If like me, you just wanted to know how to get a uri 'for a component' and this whole issue confused you because of the general complexity of the solutions and documentation out there compared to that simple need, another way that does not involve understanding reach router (which is a nice thing to understand but a bit heavy for simply getting the uri at build time) is to pass your location as a prop from a page. This works well if you want to use the uri for things like setting defaultActiveKey on bootstrap menus where the menu itself it not the only way to access that page and so "activeClassName" does not always work. It also works at build time. Whatever, it gives you access to the uri in a component.
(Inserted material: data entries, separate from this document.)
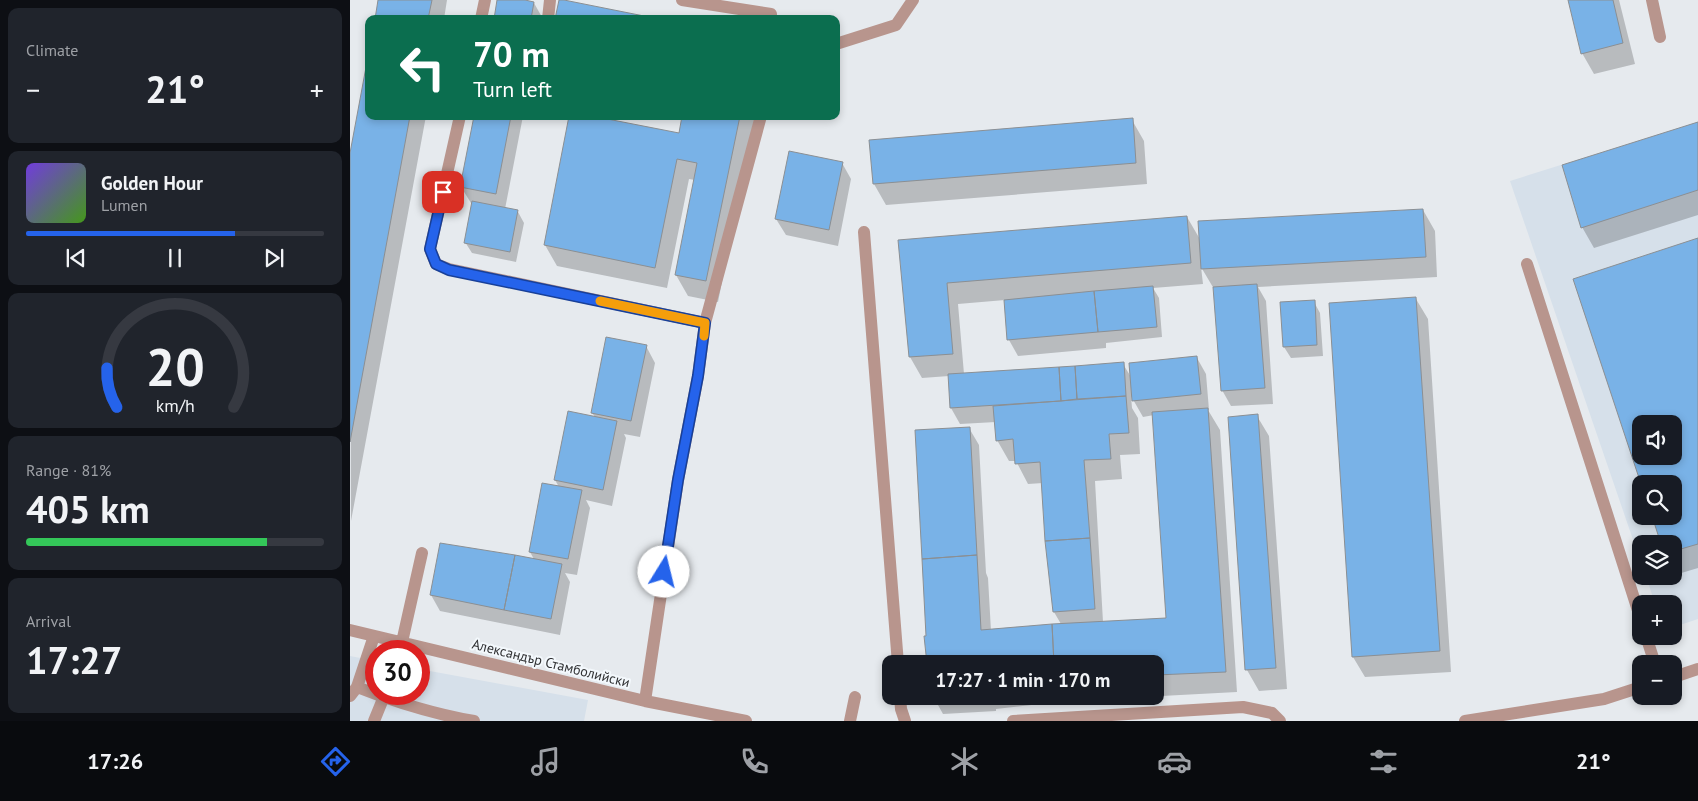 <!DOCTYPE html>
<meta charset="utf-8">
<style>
:root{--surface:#171b24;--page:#20242c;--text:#f1f3f6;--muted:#9ea1a6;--line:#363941;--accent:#2563eb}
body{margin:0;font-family:"PT Sans",sans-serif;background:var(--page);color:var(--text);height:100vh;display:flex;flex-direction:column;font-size:19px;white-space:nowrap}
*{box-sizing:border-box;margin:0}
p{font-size:16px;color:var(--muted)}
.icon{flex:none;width:28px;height:28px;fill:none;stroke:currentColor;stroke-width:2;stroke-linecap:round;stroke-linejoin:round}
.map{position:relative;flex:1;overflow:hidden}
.sheet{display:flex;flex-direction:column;gap:8px;padding:8px;background:#0d0f14;width:350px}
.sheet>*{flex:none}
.hud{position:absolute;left:15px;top:15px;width:475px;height:105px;border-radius:10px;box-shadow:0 2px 8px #0003;background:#0b6e4f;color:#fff;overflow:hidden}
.tools{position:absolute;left:1282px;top:415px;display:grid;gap:10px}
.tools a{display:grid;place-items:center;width:50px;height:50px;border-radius:10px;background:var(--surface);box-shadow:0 2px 8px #0003;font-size:25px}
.speed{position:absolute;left:15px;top:640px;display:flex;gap:10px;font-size:25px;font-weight:700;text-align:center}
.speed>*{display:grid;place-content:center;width:65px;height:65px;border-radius:50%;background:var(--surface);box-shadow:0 2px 8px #0003;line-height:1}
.speed .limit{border:8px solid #d22;background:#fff;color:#111}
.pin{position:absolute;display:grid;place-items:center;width:42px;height:42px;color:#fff;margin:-21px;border-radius:10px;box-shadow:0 2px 8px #0006}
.me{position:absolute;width:55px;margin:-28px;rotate:9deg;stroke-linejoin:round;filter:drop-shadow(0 0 4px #0008)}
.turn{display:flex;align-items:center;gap:18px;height:105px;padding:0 25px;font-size:22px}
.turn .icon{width:65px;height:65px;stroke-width:2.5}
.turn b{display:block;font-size:35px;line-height:42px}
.big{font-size:38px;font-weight:800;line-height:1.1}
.sheet .card{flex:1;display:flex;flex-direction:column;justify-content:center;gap:8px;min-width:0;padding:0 18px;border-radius:10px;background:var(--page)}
.sheet .dial{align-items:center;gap:0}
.dial svg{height:130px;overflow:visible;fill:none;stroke:var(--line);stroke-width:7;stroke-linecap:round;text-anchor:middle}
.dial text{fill:var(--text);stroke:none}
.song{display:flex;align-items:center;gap:15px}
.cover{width:60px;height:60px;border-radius:8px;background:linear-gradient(135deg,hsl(260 70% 55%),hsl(100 70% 35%))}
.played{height:5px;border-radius:2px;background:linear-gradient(90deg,var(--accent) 70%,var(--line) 70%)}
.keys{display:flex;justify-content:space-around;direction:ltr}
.heat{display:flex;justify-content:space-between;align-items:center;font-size:28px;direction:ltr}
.charge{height:8px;border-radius:4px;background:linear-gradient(90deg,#34c759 81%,var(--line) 0)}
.trip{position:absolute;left:532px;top:655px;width:282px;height:50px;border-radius:10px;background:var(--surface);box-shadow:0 2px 8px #0003;font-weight:800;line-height:50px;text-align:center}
.menu{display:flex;height:80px;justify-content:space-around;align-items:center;background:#090b0e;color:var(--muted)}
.menu .icon{width:35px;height:35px}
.menu .current{color:var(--accent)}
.menu b{font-size:22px;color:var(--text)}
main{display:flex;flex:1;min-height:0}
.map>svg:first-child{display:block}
.built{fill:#d6e0ea;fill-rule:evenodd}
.shadow{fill:#0003;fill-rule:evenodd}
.building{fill:#79b2e7;stroke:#8b8f93;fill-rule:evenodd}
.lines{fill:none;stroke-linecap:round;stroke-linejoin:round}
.minor{stroke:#b8958d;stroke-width:12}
.route-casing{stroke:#184099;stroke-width:12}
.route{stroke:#2563eb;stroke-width:9}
.slow{stroke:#f59e0b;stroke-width:9}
.labels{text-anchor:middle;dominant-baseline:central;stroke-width:4;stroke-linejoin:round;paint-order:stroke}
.street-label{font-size:14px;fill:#303133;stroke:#f3f8fc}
</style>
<main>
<section class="sheet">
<div class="card"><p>Climate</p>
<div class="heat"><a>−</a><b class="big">21°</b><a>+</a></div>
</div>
<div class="card">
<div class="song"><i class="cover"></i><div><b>Golden Hour</b><p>Lumen</p></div></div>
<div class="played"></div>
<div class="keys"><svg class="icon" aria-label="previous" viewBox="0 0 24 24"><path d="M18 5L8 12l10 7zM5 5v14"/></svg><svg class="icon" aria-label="pause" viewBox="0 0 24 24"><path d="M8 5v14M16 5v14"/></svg><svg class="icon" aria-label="next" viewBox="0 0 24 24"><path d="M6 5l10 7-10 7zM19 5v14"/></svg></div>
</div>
<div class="card dial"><svg viewBox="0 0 100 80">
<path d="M14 69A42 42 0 1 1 86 69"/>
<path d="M14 69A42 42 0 0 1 8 45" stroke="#2563eb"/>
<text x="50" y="56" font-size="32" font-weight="700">20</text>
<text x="50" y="72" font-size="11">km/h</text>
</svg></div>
<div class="card"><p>Range · 81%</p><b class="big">405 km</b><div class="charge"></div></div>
<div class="card"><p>Arrival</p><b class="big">17:27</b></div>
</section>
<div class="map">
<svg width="1348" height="721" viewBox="0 0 1348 721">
<rect width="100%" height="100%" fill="#e6eaee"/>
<path class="built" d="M1348 122V619L1324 627V604H1305L1296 576H1324V544H1291V563L1160 181ZM1291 424H1324V456H1291ZM1291 484H1324V516H1291Z
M0 656 26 661V694H69V669L238 700 234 721H0Z"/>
<path class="shadow" d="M29 0H97L94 19H26Z
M149 0H169L184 3 193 19H145Z
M1219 0H1269L1285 64 1244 74 1232 53Z
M19 116H76L1 521 0 160Z
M125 116H173L155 209 168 212 174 223 166 262 122 253 115 242 123 203H121L111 187Z
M334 116H405L368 302 338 296 326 275 345 180 339 179 317 288 207 266 195 245 330 135Z
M782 120 794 141 797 184 536 205 524 184 520 141Z
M1348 123V215L1244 248 1232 227Z
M492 163 501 179 488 246 436 235 426 219Z
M1073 210 1085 231 1087 277 908 287 916 301 923 404 881 406 872 390 864 289 851 267 853 284 803 288 809 298 812 337 756 343V348L668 356 659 340 655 300 608 304 614 374 773 364 781 377 847 358 856 374 859 410H858L870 430 887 692 717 701 646 709V711L593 714 583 696H806V664L578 637 619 428 629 445 636 573 638 578 641 631 711 624 704 612 693 483 678 484 666 461H659L647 440 646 422 610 424 601 408 599 376 572 378 560 357 550 241 837 217 851 241ZM781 396 793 417 804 415 817 619 753 622 745 481 772 479 770 455 790 454 788 418 782 408Z
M1348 239V568L1328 574 1324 568V484H1292L1225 279ZM1291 424H1324V456H1291Z
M1066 299 1078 319 1101 672 1015 677 1003 657Z
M964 302 970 313 973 356 941 358 934 347 932 303Z
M296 346 305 363 290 437 274 434 276 438 262 506 236 500 240 508 227 575 215 573 220 582 210 635 90 611 81 595 185 561 180 552 209 487 205 480 245 417 242 413Z
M907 416 919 436 937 689 909 691 897 670 879 418Z"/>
<path class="building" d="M28 0H82L78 19H25Z
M147 0H175L184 2 181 19H144Z
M209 0H214L309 19H205Z
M1218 0H1263L1273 43 1231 54Z
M19 51V116H60L0 442V153Z
M124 116H161L146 194 110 187Z
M219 116H242L329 133 332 116H390L356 281 325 275 347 163 327 159 305 268 194 245Z
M783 118 786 163 523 184 519 140Z
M1348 122V190L1231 228 1212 165Z
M439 151 493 162 479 230 425 219Z
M122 201 168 210 160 252 114 243Z
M1073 209 1076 257 851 269 848 221Z
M837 216 841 263 597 283 603 354 559 357 548 240Z
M1348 238V544L1324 551V544H1311L1302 516H1324V484H1291L1223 279ZM1291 424H1324V456H1291Z
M907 284 915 388 871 391 863 287Z
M803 286 807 327 748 332 744 291Z
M744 291 748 332 657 340 654 300Z
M1066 297 1090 651 1002 657 979 303Z
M965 300 967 345 933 347 930 302Z
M256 337 297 345 281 421 241 413Z
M847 356 851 394 782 401 779 363Z
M774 362 776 396 727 399 725 366Z
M725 366 727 399 711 401 709 367Z
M709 367 711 401 600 408 598 374Z
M776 396 779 433 759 434 761 459 734 460 740 538 695 541 690 462 665 464 663 439 646 441 643 406Z
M858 408 876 672 806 675V664H704L702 624 816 618 802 412Z
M218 411 267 421 253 490 204 480Z
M908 414 926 668 895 670 878 417Z
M620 427 627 555 572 559 565 430Z
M192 483 232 490 218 559 179 552Z
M740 538 745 609 703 612 695 541Z
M90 543 165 555 154 610 80 595Z
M165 555 212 564 201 619 154 610Z
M627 555 631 630 702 624 704 664H577L574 636H576L572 559Z"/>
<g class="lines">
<path class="minor" d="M332 0 421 14 420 19
M1302 0 1310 37
M131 19 135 0
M198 19 200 0
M486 44 546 25 563 0
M110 116 80 249 86 264 99 269 355 323
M514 232 548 664
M1177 264 1291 620
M0 630 295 701 396 721
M1296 636 1305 664
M50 651 72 553
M1324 677 1348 669
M7 687C45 702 84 714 124 721
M0 696 7 687 24 636
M550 696 551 709 555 721
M295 701 328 480 348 376 355 323 411 116
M24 721 35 694
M500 721 505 697
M663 721 893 707 922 713 930 721
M1115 721 1254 699 1291 687"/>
</g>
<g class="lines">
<g class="route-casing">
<path id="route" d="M93 192 80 249 86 264 99 270 355 323 348 376 328 480 314 572"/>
</g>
<use href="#route" class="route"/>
<path class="slow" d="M250 301 355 323 354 336"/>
</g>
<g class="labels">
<g class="street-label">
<text transform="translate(201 663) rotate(14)">Александър Стамболийски</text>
</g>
</g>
</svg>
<div class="tools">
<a><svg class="icon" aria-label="sound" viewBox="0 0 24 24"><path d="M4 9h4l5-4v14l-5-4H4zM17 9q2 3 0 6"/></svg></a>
<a><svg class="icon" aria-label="search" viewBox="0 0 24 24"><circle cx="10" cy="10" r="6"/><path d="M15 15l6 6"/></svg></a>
<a><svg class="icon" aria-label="layers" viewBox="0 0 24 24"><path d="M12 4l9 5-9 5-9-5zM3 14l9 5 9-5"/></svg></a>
<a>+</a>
<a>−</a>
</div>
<div class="speed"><div class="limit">30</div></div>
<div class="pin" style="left:93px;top:192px;background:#d93025"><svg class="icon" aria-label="arrive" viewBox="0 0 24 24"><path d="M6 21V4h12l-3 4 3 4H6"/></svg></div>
<svg class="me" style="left:314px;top:572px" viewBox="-20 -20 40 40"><circle r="19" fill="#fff"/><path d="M0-13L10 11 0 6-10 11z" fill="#2563eb"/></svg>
<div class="trip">17:27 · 1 min · 170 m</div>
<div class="hud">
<div class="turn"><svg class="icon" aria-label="left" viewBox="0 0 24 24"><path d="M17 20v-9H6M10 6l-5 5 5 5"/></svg><div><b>70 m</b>Turn left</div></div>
</div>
</div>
</main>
<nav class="menu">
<b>17:26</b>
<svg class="icon current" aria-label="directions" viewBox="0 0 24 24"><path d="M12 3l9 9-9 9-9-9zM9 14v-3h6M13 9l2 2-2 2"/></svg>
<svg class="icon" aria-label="music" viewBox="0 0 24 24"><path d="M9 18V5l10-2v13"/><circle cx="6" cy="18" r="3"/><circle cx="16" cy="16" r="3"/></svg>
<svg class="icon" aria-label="phone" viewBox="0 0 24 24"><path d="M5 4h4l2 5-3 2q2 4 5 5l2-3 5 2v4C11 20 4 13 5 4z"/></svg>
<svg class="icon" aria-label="climate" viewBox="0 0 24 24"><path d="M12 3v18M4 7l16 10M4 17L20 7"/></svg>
<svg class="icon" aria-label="car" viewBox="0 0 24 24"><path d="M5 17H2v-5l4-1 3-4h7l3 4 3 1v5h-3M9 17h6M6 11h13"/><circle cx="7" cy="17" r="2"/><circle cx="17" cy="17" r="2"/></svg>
<svg class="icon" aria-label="filters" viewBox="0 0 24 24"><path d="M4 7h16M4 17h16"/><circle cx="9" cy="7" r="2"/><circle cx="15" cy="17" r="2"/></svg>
<b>21°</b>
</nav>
I don't think this will work for headless CMS type implementations but there are other ways of dealing with that.

If you haven't used props much before then these are things you can pass around your pages and components (simplification) and I would recommend you look up how to use them. By default in Gatsby, pages have a location pathname property so you can tell your component about that location from the calling page by passing it as a prop. In English, this would be 'Use this component with its location set to the property "location.pathname" of me, the calling page". The component now has the location.

What you need to do is create a page like so

import React from "react"
import NavComponent from "../../components/navComponent"

const APage = (props) => {
  return (
     <NavComponent location={props.location.pathname}/>
  )
}
export default APage

For the hard of thinking (like me), the location={props.location.pathname} bit means that in the component, your props will now have a location value and it will be set to the location.pathname of the page that called it. Therefore, in your Nav component you now have access to the uri. Remember that to get it, your component needs to receive props before it can use them. The result is something like so (pointless to do this but it gives the idea).

import React from "react"

const NavComponent = (props) => {
  return (

        <Nav data-uri={props.location}>
        </Nav>  

  )
}

export default NavComponent

When you are on APage then data-uri will be whatever that is for APage and on BPage, whatever it will be for that.